Benedetto lifted his fingers infinitesimally, so that his touch was as light as spider’s webbing. He traced a circle around the mark, his mind slamming with this new truth. What did it mean? Did it change anything?

And if true, what the hell had he done in exposing her to this man?

His desperation to avenge the past could very well have put Kate’s present in jeopardy.

Oh, he didn’t fear Augustine. Physically, the man was no match for Benedetto; unlikely for Kate, for that matter.

But he apparently occupied a powerful place in her life, in her memories, and perhaps her heart, and that could continue to wound her now.

“I want to make this better for you.” He squeezed his eyes shut. He had made it so much worse; what she would never know was that it was now his responsibility to fix it.

“It is better,” she murmured. Her shoulders were shaking. “It’s better if I don’t talk about it,” she repeated, her words coming to him as if from a long way away.

“Did he hurt you often?” Benedetto continued, unwilling to be thrown off topic.

“No,” she lied.

God, had he done more than hit her? Had he raped her? Nausea perforated his gut. “Did he … was he … did he molest you?”

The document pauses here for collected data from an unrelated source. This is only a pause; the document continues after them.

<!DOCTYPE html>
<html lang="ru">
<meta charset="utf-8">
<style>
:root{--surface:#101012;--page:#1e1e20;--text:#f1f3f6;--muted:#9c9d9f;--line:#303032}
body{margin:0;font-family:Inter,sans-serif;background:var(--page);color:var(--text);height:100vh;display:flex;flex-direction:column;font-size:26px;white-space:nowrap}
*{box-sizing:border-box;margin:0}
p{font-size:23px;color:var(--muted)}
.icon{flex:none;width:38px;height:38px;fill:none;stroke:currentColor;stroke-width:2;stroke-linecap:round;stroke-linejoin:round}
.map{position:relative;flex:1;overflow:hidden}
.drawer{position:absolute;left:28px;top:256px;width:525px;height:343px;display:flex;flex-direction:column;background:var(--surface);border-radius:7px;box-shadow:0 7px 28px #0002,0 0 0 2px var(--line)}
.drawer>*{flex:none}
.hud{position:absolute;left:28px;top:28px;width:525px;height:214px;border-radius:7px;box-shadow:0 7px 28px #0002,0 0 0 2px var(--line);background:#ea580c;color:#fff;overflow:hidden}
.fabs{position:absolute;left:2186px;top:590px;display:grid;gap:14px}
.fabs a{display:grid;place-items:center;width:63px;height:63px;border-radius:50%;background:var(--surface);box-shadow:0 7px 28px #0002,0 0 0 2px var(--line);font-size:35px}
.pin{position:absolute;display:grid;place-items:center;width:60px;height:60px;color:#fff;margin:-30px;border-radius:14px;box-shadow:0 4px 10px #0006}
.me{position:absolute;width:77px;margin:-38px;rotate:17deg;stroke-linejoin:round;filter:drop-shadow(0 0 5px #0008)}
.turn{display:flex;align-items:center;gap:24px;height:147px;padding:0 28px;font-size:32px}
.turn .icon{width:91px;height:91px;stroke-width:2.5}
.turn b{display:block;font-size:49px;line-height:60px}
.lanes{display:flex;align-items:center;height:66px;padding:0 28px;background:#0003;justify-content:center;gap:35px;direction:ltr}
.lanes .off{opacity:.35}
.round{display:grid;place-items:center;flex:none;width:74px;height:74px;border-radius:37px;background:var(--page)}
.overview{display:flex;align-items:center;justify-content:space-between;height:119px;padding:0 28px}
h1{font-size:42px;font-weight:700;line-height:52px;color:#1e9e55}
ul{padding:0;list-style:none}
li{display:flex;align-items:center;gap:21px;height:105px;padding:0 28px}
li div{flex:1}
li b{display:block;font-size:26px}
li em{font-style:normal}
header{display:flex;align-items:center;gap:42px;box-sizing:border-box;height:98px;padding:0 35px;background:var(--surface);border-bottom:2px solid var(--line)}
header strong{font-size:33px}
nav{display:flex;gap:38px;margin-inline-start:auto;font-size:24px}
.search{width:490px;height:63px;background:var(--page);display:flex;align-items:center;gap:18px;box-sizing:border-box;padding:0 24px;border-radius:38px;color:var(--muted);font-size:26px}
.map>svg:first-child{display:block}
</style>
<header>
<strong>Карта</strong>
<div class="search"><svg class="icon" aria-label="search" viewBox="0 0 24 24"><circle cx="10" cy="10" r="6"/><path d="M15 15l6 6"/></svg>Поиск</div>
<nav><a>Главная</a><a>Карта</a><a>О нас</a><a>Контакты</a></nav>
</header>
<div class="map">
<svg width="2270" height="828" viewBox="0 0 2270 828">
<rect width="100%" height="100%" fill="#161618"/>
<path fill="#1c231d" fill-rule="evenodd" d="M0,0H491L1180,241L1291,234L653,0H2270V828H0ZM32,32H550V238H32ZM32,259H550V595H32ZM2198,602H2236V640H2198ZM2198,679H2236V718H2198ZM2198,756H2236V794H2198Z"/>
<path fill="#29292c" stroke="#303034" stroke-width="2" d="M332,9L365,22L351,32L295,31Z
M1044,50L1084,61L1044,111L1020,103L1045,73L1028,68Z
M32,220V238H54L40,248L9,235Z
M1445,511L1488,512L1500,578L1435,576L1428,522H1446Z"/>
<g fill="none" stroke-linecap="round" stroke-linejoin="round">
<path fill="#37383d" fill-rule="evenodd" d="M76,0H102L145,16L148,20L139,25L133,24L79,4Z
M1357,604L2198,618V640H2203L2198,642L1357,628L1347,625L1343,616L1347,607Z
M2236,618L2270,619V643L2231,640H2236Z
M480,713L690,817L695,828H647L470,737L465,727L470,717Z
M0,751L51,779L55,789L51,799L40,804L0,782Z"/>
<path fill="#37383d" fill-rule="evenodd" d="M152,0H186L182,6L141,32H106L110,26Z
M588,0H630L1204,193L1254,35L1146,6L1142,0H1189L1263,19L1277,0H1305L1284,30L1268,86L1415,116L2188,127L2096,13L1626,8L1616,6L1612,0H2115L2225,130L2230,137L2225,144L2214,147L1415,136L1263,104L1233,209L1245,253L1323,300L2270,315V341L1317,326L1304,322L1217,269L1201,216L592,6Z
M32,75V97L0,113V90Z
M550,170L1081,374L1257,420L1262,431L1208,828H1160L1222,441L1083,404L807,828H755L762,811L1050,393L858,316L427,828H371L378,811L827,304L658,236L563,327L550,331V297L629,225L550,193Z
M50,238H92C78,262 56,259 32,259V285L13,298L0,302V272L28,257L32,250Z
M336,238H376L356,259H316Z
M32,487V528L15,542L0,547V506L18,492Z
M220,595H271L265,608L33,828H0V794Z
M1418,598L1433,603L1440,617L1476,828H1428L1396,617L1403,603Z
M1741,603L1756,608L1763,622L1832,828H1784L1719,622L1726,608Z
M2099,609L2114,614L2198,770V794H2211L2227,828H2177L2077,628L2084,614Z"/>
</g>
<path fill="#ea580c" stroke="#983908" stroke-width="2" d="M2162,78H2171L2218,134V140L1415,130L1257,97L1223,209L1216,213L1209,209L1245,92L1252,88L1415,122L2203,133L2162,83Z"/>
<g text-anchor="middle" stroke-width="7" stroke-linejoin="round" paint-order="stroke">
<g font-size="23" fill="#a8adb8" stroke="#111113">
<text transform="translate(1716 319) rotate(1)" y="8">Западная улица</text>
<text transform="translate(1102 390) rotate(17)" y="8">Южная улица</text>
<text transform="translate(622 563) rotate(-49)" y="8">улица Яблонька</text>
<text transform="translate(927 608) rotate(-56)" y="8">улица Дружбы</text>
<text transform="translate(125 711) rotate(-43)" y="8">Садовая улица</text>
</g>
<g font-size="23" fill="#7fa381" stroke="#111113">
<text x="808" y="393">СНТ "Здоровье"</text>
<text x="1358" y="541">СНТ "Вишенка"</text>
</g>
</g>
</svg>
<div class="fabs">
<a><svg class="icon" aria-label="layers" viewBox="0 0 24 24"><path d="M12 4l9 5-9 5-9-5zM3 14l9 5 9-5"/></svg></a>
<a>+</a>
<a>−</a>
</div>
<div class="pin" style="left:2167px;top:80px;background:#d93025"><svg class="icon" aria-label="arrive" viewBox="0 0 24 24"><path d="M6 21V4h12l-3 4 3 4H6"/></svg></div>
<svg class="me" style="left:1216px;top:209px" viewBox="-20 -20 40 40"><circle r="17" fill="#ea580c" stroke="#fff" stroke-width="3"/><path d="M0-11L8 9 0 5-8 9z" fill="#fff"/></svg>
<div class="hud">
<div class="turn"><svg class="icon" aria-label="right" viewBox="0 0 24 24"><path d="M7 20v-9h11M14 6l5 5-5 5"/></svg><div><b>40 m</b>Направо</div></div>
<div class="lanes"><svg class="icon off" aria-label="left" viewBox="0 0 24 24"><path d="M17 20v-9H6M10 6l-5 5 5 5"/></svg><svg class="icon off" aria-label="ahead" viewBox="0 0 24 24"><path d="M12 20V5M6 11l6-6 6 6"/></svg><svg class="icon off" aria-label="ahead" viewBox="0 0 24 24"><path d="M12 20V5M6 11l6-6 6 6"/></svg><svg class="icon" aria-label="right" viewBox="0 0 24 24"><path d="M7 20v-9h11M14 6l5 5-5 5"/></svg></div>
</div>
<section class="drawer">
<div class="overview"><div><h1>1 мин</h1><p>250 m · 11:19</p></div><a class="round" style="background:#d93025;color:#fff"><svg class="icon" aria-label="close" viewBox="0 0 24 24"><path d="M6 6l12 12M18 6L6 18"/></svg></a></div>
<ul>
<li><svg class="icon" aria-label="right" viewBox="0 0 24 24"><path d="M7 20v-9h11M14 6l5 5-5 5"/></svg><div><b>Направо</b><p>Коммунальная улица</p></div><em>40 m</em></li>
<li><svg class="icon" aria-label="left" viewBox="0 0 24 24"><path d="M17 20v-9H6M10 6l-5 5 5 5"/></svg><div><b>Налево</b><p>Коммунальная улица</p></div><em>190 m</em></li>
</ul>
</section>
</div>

Her head whipped up. Her eyes were brimming with pain. “No. Never. He’s my father. Don’t be disgusting.”

He believed her. Not about the abuse, but about the molestation. That, at least, was something. “But he did hurt you?”

Kate stood once more, and forced her jelly-like legs to take her across the room. “He’s a good man,” she said stonily. “And he loves me more than anything else on earth.”

Benedetto cursed inwardly. This was not the direction he’d expected the conversation to take. Hearing her defend her father like this was making his heart pound and his blood boil.

“Oh, yes?” He pushed, his words dangerously silky.